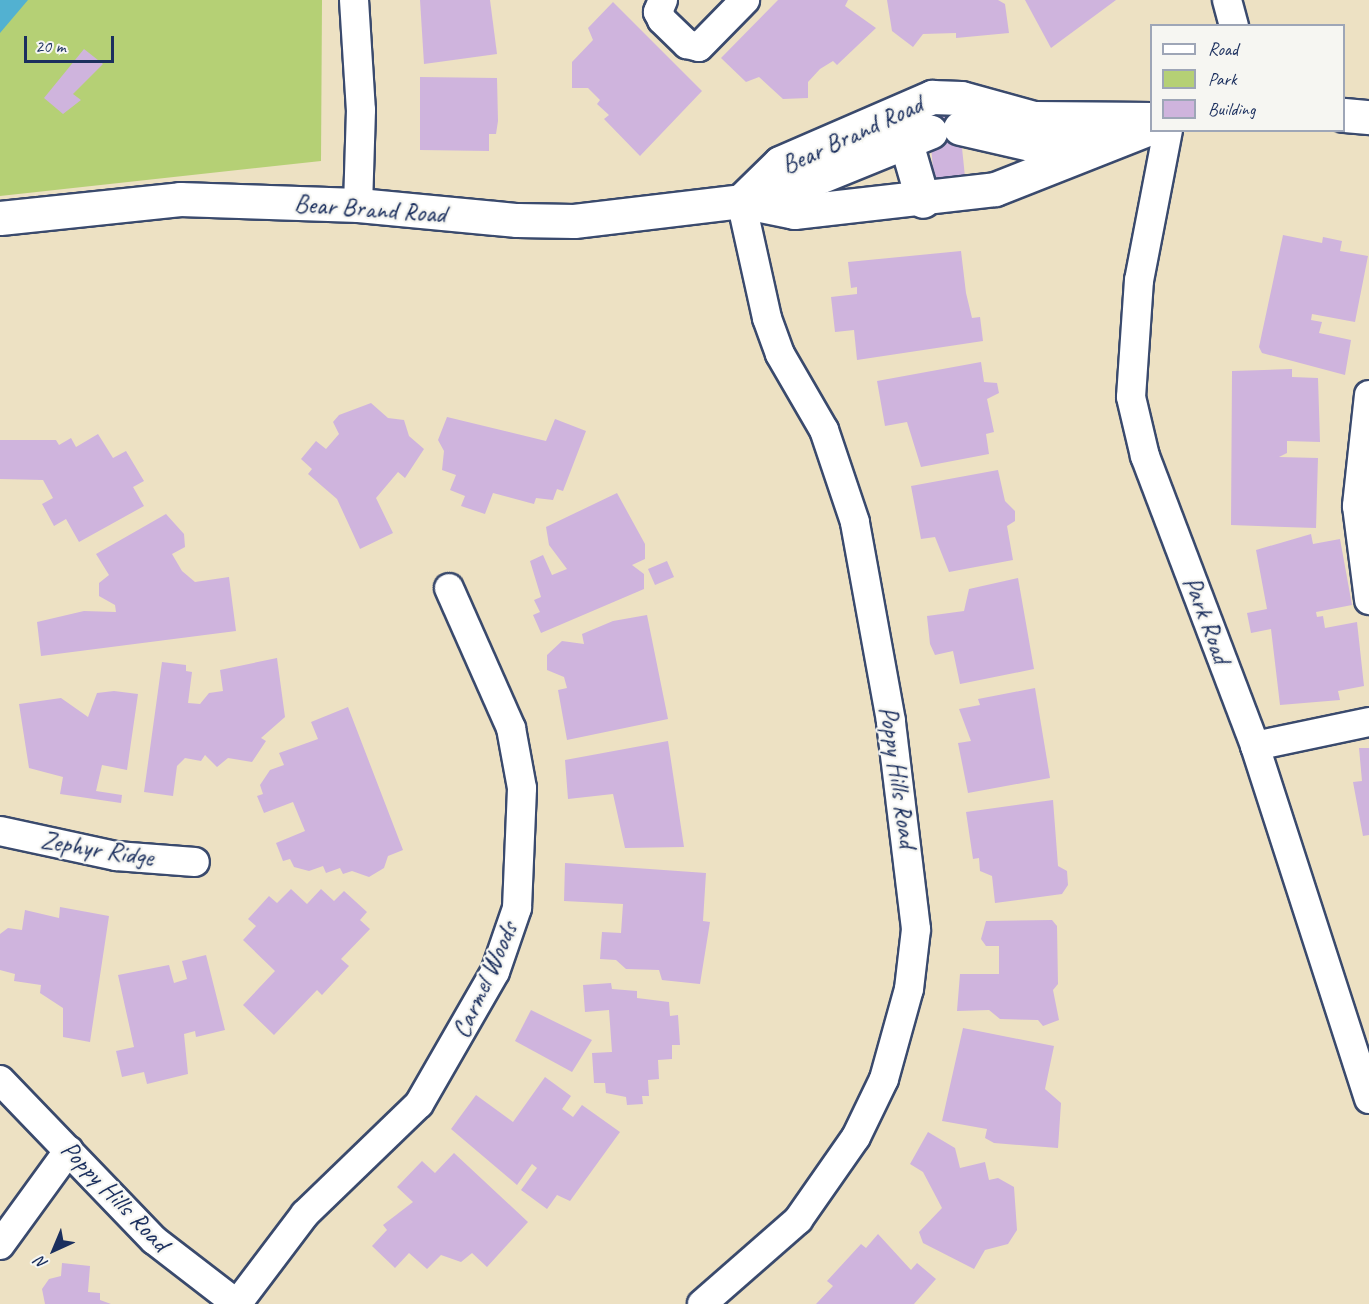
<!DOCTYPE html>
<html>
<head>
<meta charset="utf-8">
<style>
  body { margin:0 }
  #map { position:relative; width:1369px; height:1304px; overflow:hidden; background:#ede1c3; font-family:Caveat,sans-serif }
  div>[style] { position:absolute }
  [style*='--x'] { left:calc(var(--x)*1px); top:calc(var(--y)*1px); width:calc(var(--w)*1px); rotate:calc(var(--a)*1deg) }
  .green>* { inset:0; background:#b5d075 }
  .water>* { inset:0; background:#52b1d1 }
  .building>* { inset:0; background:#cfb4dd }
  .roads { filter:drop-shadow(2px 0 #3a4a6d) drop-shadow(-2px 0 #3a4a6d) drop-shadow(0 2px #3a4a6d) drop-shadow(0 -2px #3a4a6d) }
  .minor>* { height:28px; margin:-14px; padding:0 14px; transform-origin:14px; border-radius:14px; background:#fff }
  .tertiary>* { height:33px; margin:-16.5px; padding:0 16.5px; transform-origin:16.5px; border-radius:16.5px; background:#fff }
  span { translate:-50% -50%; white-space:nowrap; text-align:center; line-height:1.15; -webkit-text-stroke:4.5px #f6f6f2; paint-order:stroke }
  .street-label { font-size:26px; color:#1b2f5e }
  .legend { position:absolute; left:1150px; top:24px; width:195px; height:108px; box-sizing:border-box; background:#f6f6f2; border:2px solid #9ea6b7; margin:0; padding:8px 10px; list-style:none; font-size:18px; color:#1b2f5e }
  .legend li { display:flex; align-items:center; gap:12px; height:30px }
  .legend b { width:30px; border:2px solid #9ea6b7 }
  .north { position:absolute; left:24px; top:1220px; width:60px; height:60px; -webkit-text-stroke:4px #f6f6f2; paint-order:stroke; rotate:224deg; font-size:16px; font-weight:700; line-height:24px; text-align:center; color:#1b2f5e }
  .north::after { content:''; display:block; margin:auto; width:21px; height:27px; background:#1b2f5e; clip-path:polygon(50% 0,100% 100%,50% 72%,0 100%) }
  .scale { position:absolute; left:24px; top:36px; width:90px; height:27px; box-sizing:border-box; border:3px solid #1b2f5e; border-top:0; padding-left:8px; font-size:18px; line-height:21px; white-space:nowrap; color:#1b2f5e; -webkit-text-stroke:4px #f6f6f2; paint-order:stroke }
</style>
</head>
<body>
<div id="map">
  <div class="green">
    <i style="clip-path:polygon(0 0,322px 0,321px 161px,0 196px)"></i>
  </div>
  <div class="water">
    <i style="clip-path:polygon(0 0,28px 0,0 33px)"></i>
  </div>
  <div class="building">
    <i style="clip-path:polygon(420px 0,490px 0,497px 54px,424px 64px)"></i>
    <i style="clip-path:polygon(778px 0,848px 0,845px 6px,876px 28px,837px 65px,833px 61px,820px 69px,808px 82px,808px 98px,783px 99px,759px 77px,746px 82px,721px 58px)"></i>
    <i style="clip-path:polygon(887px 0,998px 0,1005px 4px,1009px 33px,956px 38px,956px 33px,923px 34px,913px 47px,892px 31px)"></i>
    <i style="clip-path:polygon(1025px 0,1116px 0,1051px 48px)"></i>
    <i style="clip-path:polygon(613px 2px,702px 91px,640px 156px,604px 119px,609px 115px,597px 104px,600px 100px,588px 88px,572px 88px,572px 62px,593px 40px,588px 28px)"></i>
    <i style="clip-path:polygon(84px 49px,103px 64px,73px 94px,81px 100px,63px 114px,44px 98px)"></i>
    <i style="clip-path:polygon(420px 77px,497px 78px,498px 121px,496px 134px,489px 134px,489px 151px,420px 150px)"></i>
    <i style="clip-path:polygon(958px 109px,965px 177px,934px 180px,928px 112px)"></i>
    <i style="clip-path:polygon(1283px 235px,1322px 243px,1323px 237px,1342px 241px,1340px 251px,1368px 256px,1355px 322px,1312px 314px,1311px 320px,1322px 322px,1319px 333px,1351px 340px,1345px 375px,1262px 353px,1259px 347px)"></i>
    <i style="clip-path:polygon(961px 251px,966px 293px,972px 318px,980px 317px,983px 341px,857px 360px,854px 330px,835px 332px,831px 297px,857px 294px,857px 287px,851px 288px,848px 262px)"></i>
    <i style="clip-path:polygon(981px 362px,984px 382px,997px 383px,999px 393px,987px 399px,994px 432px,986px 434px,989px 454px,921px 467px,907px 422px,885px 426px,877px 381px)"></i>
    <i style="clip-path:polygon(1292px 369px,1292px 377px,1318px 378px,1320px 442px,1287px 441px,1287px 453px,1279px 457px,1318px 458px,1316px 528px,1231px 525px,1232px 371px)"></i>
    <i style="clip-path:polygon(371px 403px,388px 418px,404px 420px,409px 436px,424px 449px,405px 478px,398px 472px,376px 498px,393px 533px,360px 549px,337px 499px,308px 474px,312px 469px,301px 459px,316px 441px,326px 449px,339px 434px,333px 422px,339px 415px)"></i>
    <i style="clip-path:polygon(447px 417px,546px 441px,555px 419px,586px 431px,563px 491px,557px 489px,553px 500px,536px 498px,534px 504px,493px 493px,485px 514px,461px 506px,465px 496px,450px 490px,456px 475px,442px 470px,444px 451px,438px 440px)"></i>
    <i style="clip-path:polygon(98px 434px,113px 458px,126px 451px,144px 481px,133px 487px,144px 506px,79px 542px,66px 519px,54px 526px,42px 504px,53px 498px,43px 480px,0 479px,0 440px,56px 440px,59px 445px,71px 438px,76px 447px)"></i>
    <i style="clip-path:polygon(998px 470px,1005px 501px,1015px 511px,1015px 521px,1007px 526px,1013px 560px,949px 572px,935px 537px,921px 539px,911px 486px)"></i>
    <i style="clip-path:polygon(617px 493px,645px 544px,645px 559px,632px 565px,644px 574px,644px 589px,541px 633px,533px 615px,540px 612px,534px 600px,541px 597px,530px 561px,543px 555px,552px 575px,567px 569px,549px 545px,546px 527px)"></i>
    <i style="clip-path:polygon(166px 514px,184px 534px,185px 547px,172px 554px,182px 571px,195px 582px,229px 577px,236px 631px,41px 656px,37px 622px,84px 611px,116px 612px,115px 605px,99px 596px,99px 583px,109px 575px,96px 554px)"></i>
    <i style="clip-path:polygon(1311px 534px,1313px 544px,1340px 539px,1352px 605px,1316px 612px,1317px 617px,1323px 616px,1325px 628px,1357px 622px,1364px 686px,1338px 691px,1340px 700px,1280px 705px,1271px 629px,1251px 633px,1247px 613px,1267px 609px,1256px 550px)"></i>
    <i style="clip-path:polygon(667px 561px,674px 577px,655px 585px,648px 569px)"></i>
    <i style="clip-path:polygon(1018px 578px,1034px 669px,960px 684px,953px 651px,935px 655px,930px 644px,927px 616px,964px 611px,969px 589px)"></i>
    <i style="clip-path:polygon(647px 615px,668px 719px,567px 740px,558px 690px,567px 688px,564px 677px,547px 670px,547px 655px,562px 641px,584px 644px,582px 634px,613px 621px)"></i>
    <i style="clip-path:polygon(277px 658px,285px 717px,261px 738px,266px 741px,252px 762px,228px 758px,217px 767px,205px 755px,201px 761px,185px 758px,177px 766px,173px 796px,144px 792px,162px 662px,186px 665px,186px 671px,192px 672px,188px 703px,200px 704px,209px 693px,223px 691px,220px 670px)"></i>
    <i style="clip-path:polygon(1035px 688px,1050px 778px,968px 793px,958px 743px,971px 741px,959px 709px,980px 705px,978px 699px)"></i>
    <i style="clip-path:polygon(114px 691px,138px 694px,127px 770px,102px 765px,96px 791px,122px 795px,121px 803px,60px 794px,63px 777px,29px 768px,19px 704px,61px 698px,88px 717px,97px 693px)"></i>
    <i style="clip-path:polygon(348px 707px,403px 850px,388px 856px,384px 868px,369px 877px,352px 871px,343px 874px,340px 868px,326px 873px,323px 866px,309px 871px,294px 867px,290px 859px,283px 861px,276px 843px,305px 831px,293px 802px,264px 813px,257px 796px,263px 794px,260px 785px,270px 770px,284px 765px,279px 753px,318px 739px,311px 722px)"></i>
    <i style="clip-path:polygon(668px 741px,684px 847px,625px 848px,613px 794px,568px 799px,565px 760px)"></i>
    <i style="clip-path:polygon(1359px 748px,1369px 748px,1369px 835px,1363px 836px,1353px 782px,1362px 781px)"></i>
    <i style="clip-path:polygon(1053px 800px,1058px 866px,1067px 871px,1068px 885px,1062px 894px,995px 903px,992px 876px,980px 871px,979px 858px,973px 859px,966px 812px)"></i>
    <i style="clip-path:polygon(565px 863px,706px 873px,703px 921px,710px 922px,700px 984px,662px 980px,659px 970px,626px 969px,616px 960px,600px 959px,602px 932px,621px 933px,623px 904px,564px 901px)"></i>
    <i style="clip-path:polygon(291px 889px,307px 904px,321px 889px,334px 901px,344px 891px,367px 912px,360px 920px,370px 929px,341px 959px,349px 966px,322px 995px,317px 990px,274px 1035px,243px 1005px,275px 971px,243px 940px,256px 926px,248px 919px,269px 896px,277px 903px)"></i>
    <i style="clip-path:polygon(60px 907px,109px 916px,90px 1042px,63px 1037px,63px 1008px,40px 993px,41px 985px,14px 981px,15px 974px,0 970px,0 934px,8px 928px,22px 930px,25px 910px,59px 918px)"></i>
    <i style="clip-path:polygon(1052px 920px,1057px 926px,1058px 984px,1053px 990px,1059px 1020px,1043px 1026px,1038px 1020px,1000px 1019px,989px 1010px,957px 1011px,960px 974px,999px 974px,999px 946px,986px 946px,981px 939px,986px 921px)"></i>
    <i style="clip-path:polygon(206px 955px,225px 1030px,196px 1037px,195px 1031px,184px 1034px,188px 1074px,147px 1084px,144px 1072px,122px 1077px,116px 1051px,134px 1047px,118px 975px,169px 965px,174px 983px,187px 979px,182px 961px)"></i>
    <i style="clip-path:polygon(611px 983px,612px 989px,637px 991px,637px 998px,669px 1002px,670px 1016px,678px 1015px,680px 1045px,672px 1045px,672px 1059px,658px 1060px,659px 1079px,648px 1080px,649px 1096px,642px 1096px,643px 1104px,627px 1105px,626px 1097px,606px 1093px,605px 1083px,594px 1083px,592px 1053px,612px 1052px,609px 1010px,585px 1012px,583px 985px)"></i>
    <i style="clip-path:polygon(531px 1010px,592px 1040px,572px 1072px,515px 1041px)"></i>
    <i style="clip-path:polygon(963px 1028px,1054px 1046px,1045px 1089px,1061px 1103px,1058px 1148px,994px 1143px,985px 1138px,987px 1129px,942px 1121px)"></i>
    <i style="clip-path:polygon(545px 1077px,571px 1096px,562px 1109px,573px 1117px,582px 1105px,620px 1132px,570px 1201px,557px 1195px,547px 1209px,521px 1190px,537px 1168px,532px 1164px,517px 1185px,451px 1129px,476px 1095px,513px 1122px)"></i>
    <i style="clip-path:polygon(928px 1132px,955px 1148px,960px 1168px,985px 1162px,989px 1180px,998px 1178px,1014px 1187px,1017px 1230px,1008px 1244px,985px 1250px,974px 1269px,923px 1243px,919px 1232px,942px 1208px,923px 1172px,910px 1164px)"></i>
    <i style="clip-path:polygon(454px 1153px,528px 1222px,487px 1267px,472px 1253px,461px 1262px,441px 1255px,427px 1269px,409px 1253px,395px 1268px,372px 1246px,387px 1230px,383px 1225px,413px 1202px,397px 1187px,422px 1161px,435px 1173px)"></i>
    <i style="clip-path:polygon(878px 1234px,911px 1270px,917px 1263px,936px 1279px,914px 1304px,816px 1304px,833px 1286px,827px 1281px,861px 1244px,866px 1248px)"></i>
    <i style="clip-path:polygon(62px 1263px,90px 1266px,88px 1292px,100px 1293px,100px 1300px,111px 1304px,45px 1304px,42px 1289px,49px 1279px,61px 1276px)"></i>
  </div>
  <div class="roads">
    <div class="minor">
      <i style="--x:354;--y:0;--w:110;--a:86.4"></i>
      <i style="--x:361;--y:110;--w:95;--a:91.8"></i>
      <i style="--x:663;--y:0;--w:13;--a:113"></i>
      <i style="--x:658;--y:12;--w:9;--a:63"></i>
      <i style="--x:662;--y:20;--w:35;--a:44"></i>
      <i style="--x:687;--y:44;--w:12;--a:14"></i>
      <i style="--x:699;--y:47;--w:66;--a:-45.6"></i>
      <i style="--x:1227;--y:0;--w:27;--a:75"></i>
      <i style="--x:1168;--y:130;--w:153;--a:100.9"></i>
      <i style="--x:1139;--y:280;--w:117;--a:93.9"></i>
      <i style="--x:1131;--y:397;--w:61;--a:76.7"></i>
      <i style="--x:1145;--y:456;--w:310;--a:69.2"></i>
      <i style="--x:1255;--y:746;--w:371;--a:72.1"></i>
      <i style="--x:1369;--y:395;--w:112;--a:96.2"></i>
      <i style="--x:1357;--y:506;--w:95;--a:82.7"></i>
      <i style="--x:1255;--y:746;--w:116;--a:-11.9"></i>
      <i style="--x:0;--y:831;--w:119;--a:12.2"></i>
      <i style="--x:116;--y:856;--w:79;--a:4.3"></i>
      <i style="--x:0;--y:1080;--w:222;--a:46.1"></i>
      <i style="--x:154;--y:1240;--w:105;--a:37.6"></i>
      <i style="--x:0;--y:1245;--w:117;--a:-54"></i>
      <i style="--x:237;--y:1304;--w:113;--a:-52.9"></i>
      <i style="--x:305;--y:1214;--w:158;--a:-44"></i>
      <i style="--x:419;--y:1104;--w:152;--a:-60.1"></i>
      <i style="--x:495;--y:972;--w:68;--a:-71"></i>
      <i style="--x:517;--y:908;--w:120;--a:-87.6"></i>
      <i style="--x:522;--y:788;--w:61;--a:-100.4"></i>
      <i style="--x:511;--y:728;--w:153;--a:-113.9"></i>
      <i style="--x:702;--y:1304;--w:128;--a:-41.2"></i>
      <i style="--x:798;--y:1220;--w:101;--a:-55.1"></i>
      <i style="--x:856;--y:1137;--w:64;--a:-64.2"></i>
      <i style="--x:884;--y:1079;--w:93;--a:-74.5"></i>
      <i style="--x:909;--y:989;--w:60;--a:-83.3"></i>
      <i style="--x:916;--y:929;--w:209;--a:-96.9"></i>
      <i style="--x:891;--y:721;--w:202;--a:-100.3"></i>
      <i style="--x:855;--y:522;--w:97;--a:-108.6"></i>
      <i style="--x:824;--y:430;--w:88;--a:-120.1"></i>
      <i style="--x:780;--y:354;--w:38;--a:-110"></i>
      <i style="--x:767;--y:318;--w:120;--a:-102.5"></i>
    </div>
    <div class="tertiary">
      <i style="--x:1344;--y:115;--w:25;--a:5"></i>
      <i style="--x:900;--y:122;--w:82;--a:73.8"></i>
      <i style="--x:960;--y:128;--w:76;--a:12.9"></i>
      <i style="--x:1034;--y:145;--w:61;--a:-17.2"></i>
      <i style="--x:748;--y:199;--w:51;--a:-14.9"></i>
      <i style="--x:797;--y:186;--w:144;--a:-22.1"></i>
      <i style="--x:741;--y:201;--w:54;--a:-44.3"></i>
      <i style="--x:780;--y:163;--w:166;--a:-23.5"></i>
      <i style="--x:932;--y:97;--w:29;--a:2"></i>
      <i style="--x:961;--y:98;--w:76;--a:15.3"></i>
      <i style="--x:1034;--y:118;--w:118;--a:0.5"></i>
      <i style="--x:0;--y:218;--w:181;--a:-6"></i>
      <i style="--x:180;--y:199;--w:178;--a:1.9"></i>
      <i style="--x:358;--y:205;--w:160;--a:5.4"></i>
      <i style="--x:517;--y:220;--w:57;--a:1"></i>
      <i style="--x:574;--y:221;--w:168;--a:-6.8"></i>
      <i style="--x:741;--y:201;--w:54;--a:11.7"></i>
      <i style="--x:794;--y:212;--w:202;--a:-6.5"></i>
      <i style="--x:995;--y:189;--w:169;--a:-21.5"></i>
    </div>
  </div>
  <div class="street-label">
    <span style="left:852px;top:135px;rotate:-25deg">Bear Brand Road</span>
    <span style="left:370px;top:209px;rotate:4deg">Bear Brand Road</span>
    <span style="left:1207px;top:620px;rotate:69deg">Park Road</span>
    <span style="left:898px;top:777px;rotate:82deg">Poppy Hills Road</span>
    <span style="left:97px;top:849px;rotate:9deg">Zephyr Ridge</span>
    <span style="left:485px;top:980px;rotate:-66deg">Carmel Woods</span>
    <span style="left:115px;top:1196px;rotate:46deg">Poppy Hills Road</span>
  </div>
  <ul class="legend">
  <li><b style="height:8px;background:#fff"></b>Road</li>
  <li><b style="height:16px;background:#b5d075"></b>Park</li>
  <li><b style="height:16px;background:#cfb4dd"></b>Building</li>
  </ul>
  <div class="north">N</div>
  <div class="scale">20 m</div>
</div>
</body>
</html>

# PROBLEM STATEMENT:
Please return, exactly as written, the lines from the first line of the records above through the line containing "display:flex; align-items:center; gap:12px;", both included, leaving out any pictures.

# SOLUTION TO THIS PROBLEM:
<!DOCTYPE html>
<html>
<head>
<meta charset="utf-8">
<style>
  body { margin:0 }
  #map { position:relative; width:1369px; height:1304px; overflow:hidden; background:#ede1c3; font-family:Caveat,sans-serif }
  div>[style] { position:absolute }
  [style*='--x'] { left:calc(var(--x)*1px); top:calc(var(--y)*1px); width:calc(var(--w)*1px); rotate:calc(var(--a)*1deg) }
  .green>* { inset:0; background:#b5d075 }
  .water>* { inset:0; background:#52b1d1 }
  .building>* { inset:0; background:#cfb4dd }
  .roads { filter:drop-shadow(2px 0 #3a4a6d) drop-shadow(-2px 0 #3a4a6d) drop-shadow(0 2px #3a4a6d) drop-shadow(0 -2px #3a4a6d) }
  .minor>* { height:28px; margin:-14px; padding:0 14px; transform-origin:14px; border-radius:14px; background:#fff }
  .tertiary>* { height:33px; margin:-16.5px; padding:0 16.5px; transform-origin:16.5px; border-radius:16.5px; background:#fff }
  span { translate:-50% -50%; white-space:nowrap; text-align:center; line-height:1.15; -webkit-text-stroke:4.5px #f6f6f2; paint-order:stroke }
  .street-label { font-size:26px; color:#1b2f5e }
  .legend { position:absolute; left:1150px; top:24px; width:195px; height:108px; box-sizing:border-box; background:#f6f6f2; border:2px solid #9ea6b7; margin:0; padding:8px 10px; list-style:none; font-size:18px; color:#1b2f5e }
  .legend li { display:flex; align-items:center; gap:12px; height:30px }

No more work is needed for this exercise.